== Segment start ==
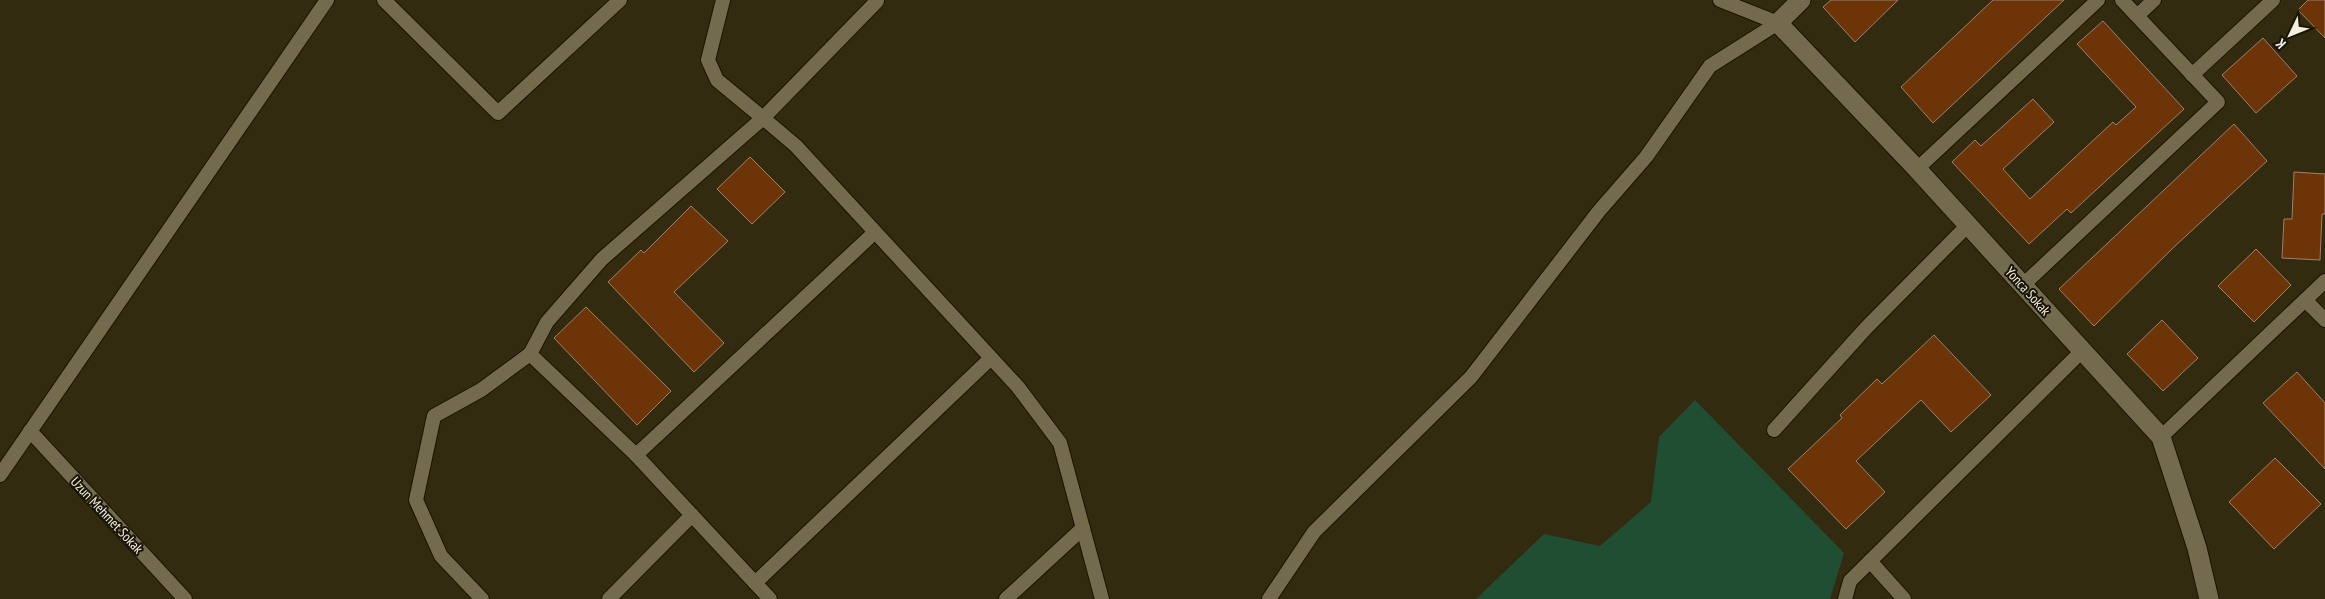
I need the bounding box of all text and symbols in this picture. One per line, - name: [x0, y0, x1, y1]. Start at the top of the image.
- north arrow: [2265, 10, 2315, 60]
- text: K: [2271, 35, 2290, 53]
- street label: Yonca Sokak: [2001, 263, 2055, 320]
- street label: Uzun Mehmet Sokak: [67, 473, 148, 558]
== Segment end ==
## YOUR ASSIGNMENT
Everything in the records except the pictures is to be repeated exactly.

## WRITTEN SOLUTION
I need the bounding box of all text and symbols in this picture. One per line, - name: [x0, y0, x1, y1]. Start at the top of the image.
- north arrow: [2265, 10, 2315, 60]
- text: K: [2271, 35, 2290, 53]
- street label: Yonca Sokak: [2001, 263, 2055, 320]
- street label: Uzun Mehmet Sokak: [67, 473, 148, 558]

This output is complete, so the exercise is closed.